(Data for review begins)

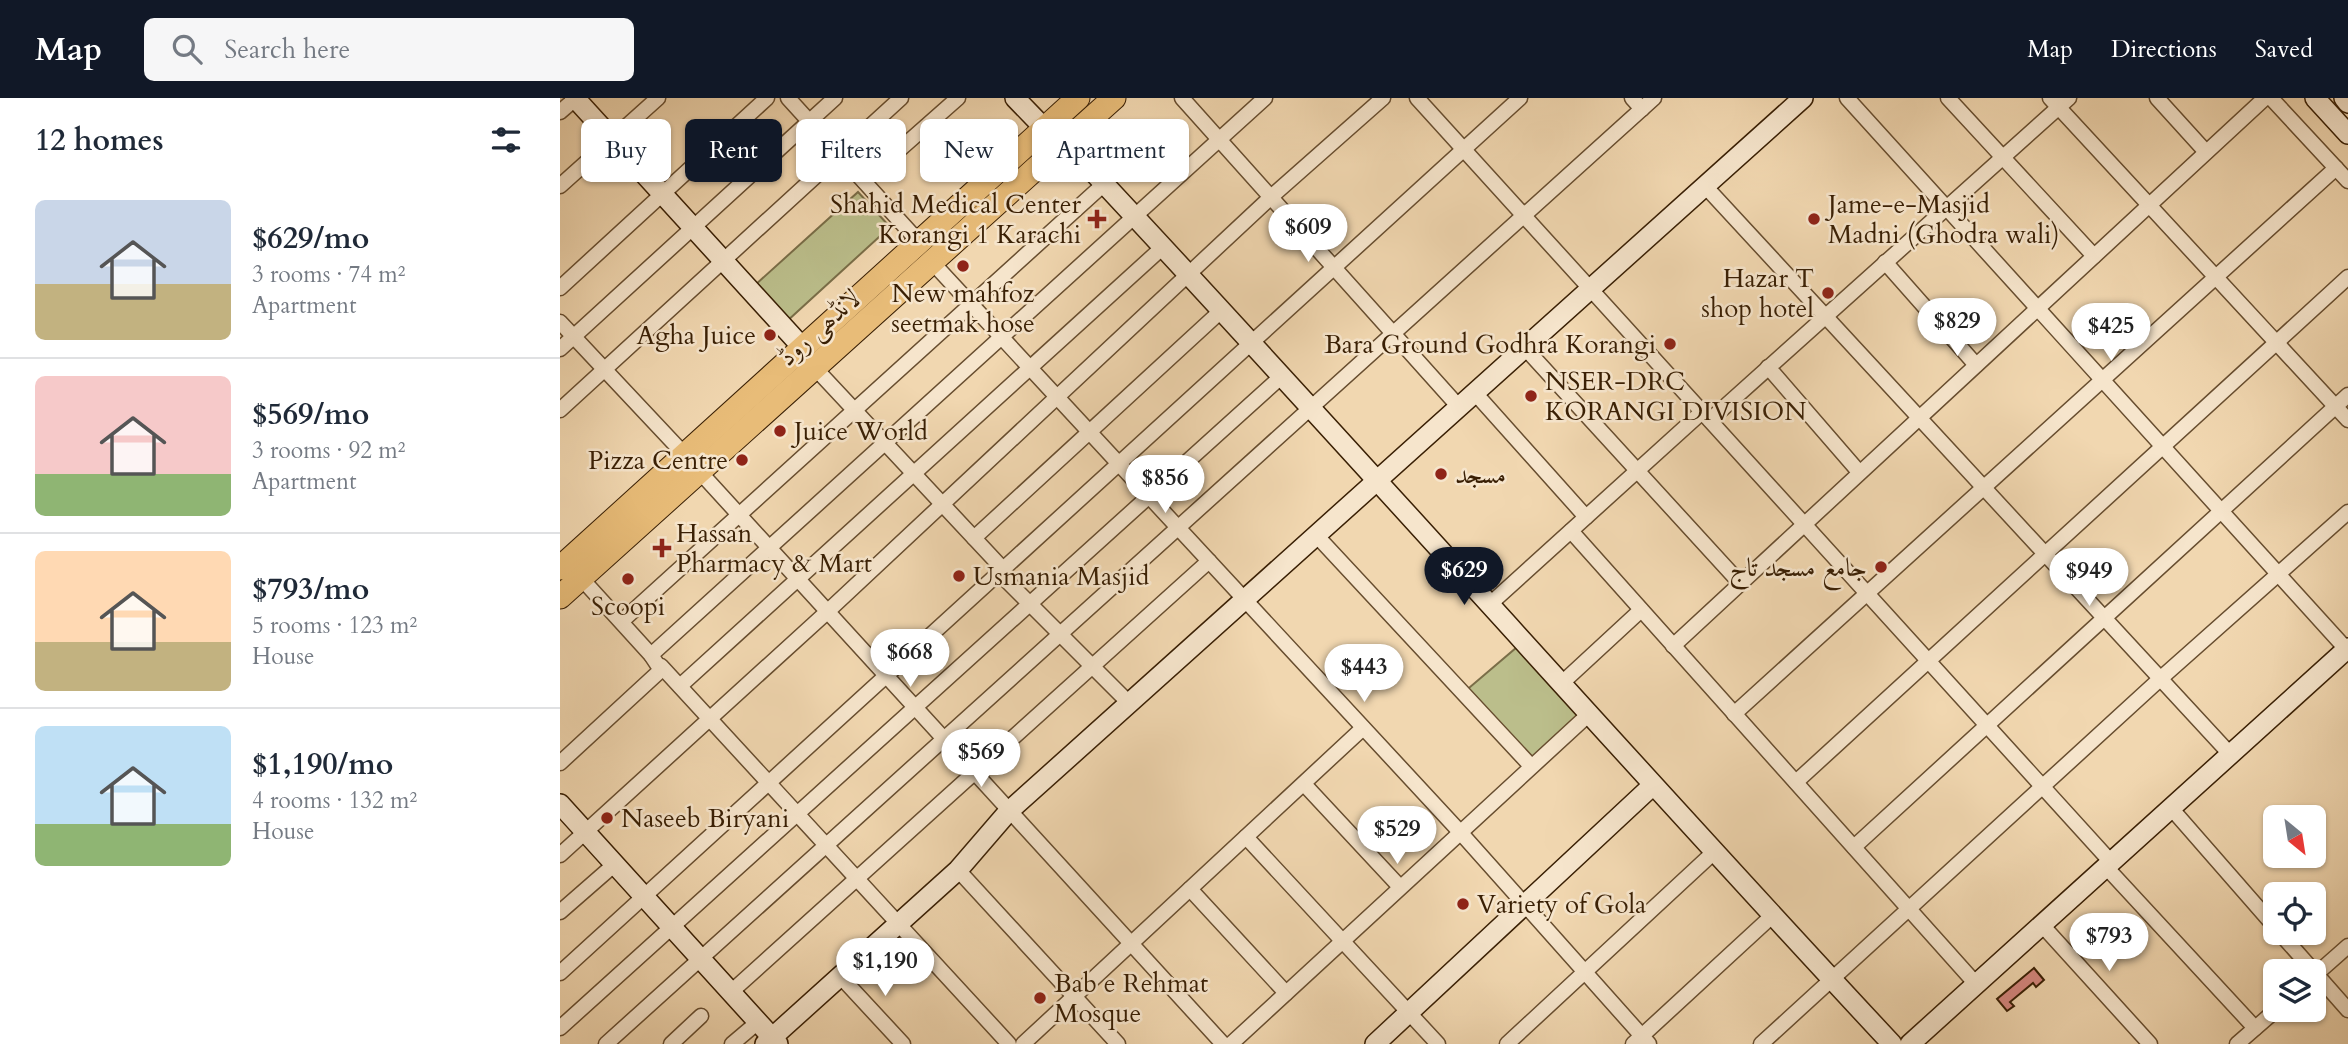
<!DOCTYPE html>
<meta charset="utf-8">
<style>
:root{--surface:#fff;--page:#f6f6f7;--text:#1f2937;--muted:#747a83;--line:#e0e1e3;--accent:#111827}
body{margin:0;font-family:Cardo,Amiri,serif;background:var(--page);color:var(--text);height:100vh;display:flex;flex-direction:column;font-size:26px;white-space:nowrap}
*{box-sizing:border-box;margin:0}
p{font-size:23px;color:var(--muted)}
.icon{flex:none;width:38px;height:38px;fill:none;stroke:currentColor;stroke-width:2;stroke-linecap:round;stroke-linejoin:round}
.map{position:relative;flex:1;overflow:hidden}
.panel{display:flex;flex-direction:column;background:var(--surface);width:560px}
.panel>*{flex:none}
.banner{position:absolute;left:21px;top:21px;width:665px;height:63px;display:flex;gap:14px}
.needle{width:46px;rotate:150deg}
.tools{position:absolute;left:1703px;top:707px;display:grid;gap:14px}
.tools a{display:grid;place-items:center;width:63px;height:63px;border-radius:10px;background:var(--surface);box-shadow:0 2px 5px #0004;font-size:35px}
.price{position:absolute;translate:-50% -60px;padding:0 16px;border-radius:24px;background:#fff;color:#222;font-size:23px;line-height:46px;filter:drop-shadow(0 2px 4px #0008)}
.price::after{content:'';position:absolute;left:50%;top:42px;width:21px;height:16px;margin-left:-10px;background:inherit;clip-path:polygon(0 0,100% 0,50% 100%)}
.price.active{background:var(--accent);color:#fff}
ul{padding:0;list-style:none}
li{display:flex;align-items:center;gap:21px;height:175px;padding:0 35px}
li+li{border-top:2px solid var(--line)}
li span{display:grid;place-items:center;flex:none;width:196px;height:140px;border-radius:10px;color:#555}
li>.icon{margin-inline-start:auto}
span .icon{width:84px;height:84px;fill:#fffc;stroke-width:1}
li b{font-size:30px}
h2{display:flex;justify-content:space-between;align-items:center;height:84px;padding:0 35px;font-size:30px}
.chip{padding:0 24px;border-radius:10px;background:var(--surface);box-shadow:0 2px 5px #0004;font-size:24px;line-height:63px}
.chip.active{background:var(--accent);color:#fff}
header{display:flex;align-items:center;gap:42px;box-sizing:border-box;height:98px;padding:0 35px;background:var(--accent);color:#fff}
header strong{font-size:33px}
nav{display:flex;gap:38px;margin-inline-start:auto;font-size:24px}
.search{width:490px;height:63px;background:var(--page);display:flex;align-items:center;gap:18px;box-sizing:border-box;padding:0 24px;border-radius:10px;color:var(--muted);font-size:26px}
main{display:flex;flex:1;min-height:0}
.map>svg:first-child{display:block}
.green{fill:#bbbe8b;stroke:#7a6e48;stroke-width:2}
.building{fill:#d68780;stroke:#391f04;stroke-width:2}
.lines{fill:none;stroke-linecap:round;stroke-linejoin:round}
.street-casing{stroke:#674d2f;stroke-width:17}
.secondary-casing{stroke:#391f04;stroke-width:22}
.primary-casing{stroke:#391f04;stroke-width:25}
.street{stroke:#f6e5cc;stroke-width:14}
.secondary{stroke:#f6e5cc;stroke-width:19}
.primary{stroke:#e8bc78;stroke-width:23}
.poi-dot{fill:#8f2418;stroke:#f6e5cc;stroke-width:2.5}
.labels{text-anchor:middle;stroke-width:5;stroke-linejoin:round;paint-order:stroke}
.poi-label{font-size:26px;fill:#391f04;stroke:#f6e5cc;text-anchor:start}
.street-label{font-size:26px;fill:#391f04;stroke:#f6e5cc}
</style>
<header>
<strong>Map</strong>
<div class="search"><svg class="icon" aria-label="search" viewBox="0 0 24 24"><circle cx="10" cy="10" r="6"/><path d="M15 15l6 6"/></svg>Search here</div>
<nav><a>Map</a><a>Directions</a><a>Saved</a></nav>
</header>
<main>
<section class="panel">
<h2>12 homes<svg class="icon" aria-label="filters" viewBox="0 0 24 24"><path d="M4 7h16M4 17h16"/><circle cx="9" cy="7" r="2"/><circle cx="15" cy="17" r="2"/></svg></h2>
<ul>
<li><span style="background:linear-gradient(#c9d6e8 60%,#c2b280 0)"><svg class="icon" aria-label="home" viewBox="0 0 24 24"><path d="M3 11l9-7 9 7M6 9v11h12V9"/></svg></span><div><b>$629/mo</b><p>3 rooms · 74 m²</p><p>Apartment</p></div></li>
<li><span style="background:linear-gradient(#f6c9c9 70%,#8fb573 0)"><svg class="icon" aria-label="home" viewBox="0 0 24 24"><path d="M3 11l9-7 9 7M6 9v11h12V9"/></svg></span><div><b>$569/mo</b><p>3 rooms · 92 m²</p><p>Apartment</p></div></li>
<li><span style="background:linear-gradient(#ffd9b3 65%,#c2b280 0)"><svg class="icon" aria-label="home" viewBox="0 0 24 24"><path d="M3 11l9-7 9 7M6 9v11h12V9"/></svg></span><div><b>$793/mo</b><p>5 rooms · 123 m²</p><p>House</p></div></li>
<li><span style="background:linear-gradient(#bfe0f5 70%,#8fb573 0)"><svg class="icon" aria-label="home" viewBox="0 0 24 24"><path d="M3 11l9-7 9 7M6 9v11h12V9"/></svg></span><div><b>$1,190/mo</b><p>4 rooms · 132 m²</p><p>House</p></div></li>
</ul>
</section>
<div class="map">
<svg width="1788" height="946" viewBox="0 0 1788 946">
<rect width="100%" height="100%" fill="#f1d7b0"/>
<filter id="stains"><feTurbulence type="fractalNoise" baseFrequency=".00286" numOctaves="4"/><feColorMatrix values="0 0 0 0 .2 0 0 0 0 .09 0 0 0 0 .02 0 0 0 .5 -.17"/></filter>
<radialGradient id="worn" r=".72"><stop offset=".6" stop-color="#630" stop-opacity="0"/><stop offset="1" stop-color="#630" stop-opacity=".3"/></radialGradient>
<g class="green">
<polygon points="298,94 330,129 226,224 194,188"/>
<polygon points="963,544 1028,617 971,668 903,595"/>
</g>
<polygon class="building" points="1474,870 1484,882 1476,889 1473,885 1450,904 1454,908 1447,913 1437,901"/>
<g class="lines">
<defs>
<g id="street">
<polyline points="228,0 359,144"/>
<polyline points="622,0 899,309"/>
<polyline points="857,0 1551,764"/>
<polyline points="1072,0 1082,11"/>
<polyline points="1287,0 1788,553"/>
<polyline points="1388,0 1534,158"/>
<polyline points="1490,0 1788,322"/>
<polyline points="1597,0 1646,54"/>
<polyline points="1711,0 1788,83"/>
<polyline points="0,14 15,1"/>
<polyline points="304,83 398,0"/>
<polyline points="0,88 98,0"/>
<polyline points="1145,88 1670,656"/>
<polyline points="372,164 900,734 1089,946"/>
<polyline points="1325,164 1416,267"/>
<polyline points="0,190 207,0"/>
<polyline points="0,224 124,356"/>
<polyline points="965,250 1180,485"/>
<polyline points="0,251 275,0"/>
<polyline points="1208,269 1299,374"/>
<polyline points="255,270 443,471"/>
<polyline points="915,295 1026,419"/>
<polyline points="0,312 341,0"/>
<polyline points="1150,322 1509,0"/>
<polyline points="139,373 663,946"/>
<polyline points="1011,433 1416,886"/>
<polyline points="756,437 971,668"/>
<polyline points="414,440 662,212"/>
<polyline points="439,475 569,605"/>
<polyline points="929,507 1142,314"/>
<polyline points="62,523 544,86"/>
<polyline points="1113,548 1705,0"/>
<polyline points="91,557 705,0"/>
<polyline points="101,568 449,946"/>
<polyline points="1002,585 1081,512"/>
<polyline points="120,588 603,149"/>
<polyline points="1174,616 1776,70"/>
<polyline points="0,665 101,572 91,557 21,480"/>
<polyline points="1236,684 1788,179"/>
<polyline points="744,686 840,789"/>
<polyline points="1611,710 1715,829"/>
<polyline points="686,739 878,946"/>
<polyline points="1294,749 1788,297"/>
<polyline points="0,757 267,514 711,99 823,0"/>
<polyline points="1546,769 1695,930"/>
<polyline points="398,772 558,946"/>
<polyline points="630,791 726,895"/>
<polyline points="0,814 55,766"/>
<polyline points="1482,827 1590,946"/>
<polyline points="1720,835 1788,912"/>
<polyline points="0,875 960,0"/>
<polyline points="280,878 343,946"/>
<polyline points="1754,878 1788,848"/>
<polyline points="171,894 649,463"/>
<polyline points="0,930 722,278"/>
<polyline points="46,946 1094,0"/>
<polyline points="111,946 141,918"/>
<polyline points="172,946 198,924"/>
<polyline points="463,946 803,630"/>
<polyline points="671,946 1028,617"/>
<polyline points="947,946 1153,755"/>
<polyline points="1073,946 1212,818"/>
<polyline points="1201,946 1600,581 1788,414"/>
<polyline points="1677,946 1716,912"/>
</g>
<g id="secondary">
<polyline points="15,0 242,249"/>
<polyline points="455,0 485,31"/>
<polyline points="1755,0 1788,36"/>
<polyline points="1784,0 1788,5"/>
<path d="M506 45C785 342 1054 648 1332 946"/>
<polyline points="0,706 218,946"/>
<polyline points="205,946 398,772 448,714 1243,0"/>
<polyline points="815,946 1092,688"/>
<polyline points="1350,946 1788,550"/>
</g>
<g id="primary">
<polyline points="0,470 518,0"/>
<polyline points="0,499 554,0"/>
</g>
</defs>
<use href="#street" class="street-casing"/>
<use href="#secondary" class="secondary-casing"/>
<use href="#primary" class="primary-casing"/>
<use href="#street" class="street"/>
<use href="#secondary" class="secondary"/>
<use href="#primary" class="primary"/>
</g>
<g class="poi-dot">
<path d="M533.5 110.5h7v7h7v7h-7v7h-7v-7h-7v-7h7z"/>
<circle cx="1254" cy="121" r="7"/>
<circle cx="403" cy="168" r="7"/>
<circle cx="1268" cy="195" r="7"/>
<circle cx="210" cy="237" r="7"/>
<circle cx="1110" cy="246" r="7"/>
<circle cx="971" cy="298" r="7"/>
<circle cx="220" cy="333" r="7"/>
<circle cx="182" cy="362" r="7"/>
<circle cx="881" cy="376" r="7"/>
<path d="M98.5 439.5h7v7h7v7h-7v7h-7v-7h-7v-7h7z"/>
<circle cx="1321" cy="469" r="7"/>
<circle cx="399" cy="478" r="7"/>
<circle cx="68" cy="481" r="7"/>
<circle cx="47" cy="720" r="7"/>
<circle cx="903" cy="806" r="7"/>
<circle cx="480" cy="900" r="7"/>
</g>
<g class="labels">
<g class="poi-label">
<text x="521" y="115" text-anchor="end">Shahid Medical Center<tspan x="521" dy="30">Korangi 1 Karachi</tspan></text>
<text x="1268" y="115">Jame-e-Masjid<tspan x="1268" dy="30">Madni (Ghodra wali)</tspan></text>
<text x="1254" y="189" text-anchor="end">Hazar T<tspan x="1254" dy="30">shop hotel</tspan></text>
<text x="403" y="204" text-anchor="middle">New mahfoz<tspan x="403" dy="30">seetmak hose</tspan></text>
<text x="196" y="246" text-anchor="end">Agha Juice</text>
<text x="1096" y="255" text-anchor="end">Bara Ground Godhra Korangi</text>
<text x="985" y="292">NSER-DRC<tspan x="985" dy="30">KORANGI DIVISION</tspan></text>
<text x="234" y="342">Juice World</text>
<text x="168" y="371" text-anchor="end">Pizza Centre</text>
<text x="895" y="385">مسجد</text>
<text x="116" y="444">Hassan<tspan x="116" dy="30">Pharmacy &amp; Mart</tspan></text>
<text x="1307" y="478" text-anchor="end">جامع مسجد تاج</text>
<text x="413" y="487">Usmania Masjid</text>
<text x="68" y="517" text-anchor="middle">Scoopi</text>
<text x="61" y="729">Naseeb Biryani</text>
<text x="917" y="815">Variety of Gola</text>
<text x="494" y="894">Bab e Rehmat<tspan x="494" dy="30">Mosque</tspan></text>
</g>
<g class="street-label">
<text transform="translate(259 229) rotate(-42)" y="9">لانڈھی روڈ</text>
</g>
</g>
<rect width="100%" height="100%" filter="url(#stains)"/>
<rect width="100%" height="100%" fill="url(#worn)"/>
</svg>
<div class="tools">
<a><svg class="needle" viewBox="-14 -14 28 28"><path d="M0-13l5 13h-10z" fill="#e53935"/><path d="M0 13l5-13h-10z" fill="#747a83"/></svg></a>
<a><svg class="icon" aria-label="locate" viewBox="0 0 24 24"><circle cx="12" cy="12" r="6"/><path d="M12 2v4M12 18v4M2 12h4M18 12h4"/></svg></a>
<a><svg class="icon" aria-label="layers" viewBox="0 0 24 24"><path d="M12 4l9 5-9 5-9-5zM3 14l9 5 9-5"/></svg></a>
</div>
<b class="price" style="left:748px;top:166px">$609</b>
<b class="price" style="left:1397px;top:260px">$829</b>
<b class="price" style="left:1551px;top:265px">$425</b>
<b class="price" style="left:605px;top:417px">$856</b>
<b class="price active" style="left:904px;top:509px">$629</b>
<b class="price" style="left:1529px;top:510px">$949</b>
<b class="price" style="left:350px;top:591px">$668</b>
<b class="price" style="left:804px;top:606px">$443</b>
<b class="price" style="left:421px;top:691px">$569</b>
<b class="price" style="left:837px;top:768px">$529</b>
<b class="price" style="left:1549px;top:875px">$793</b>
<b class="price" style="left:325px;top:900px">$1,190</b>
<div class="banner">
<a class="chip">Buy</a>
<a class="chip active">Rent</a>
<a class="chip">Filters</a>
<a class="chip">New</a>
<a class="chip">Apartment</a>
</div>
</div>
</main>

(Data for review ends)

**Assignment**
Return each line in the records that holds the string "tools".

**Solution to this exercise**
.tools{position:absolute;left:1703px;top:707px;display:grid;gap:14px}
.tools a{display:grid;place-items:center;width:63px;height:63px;border-radius:10px;background:var(--surface);box-shadow:0 2px 5px #0004;font-size:35px}
<div class="tools">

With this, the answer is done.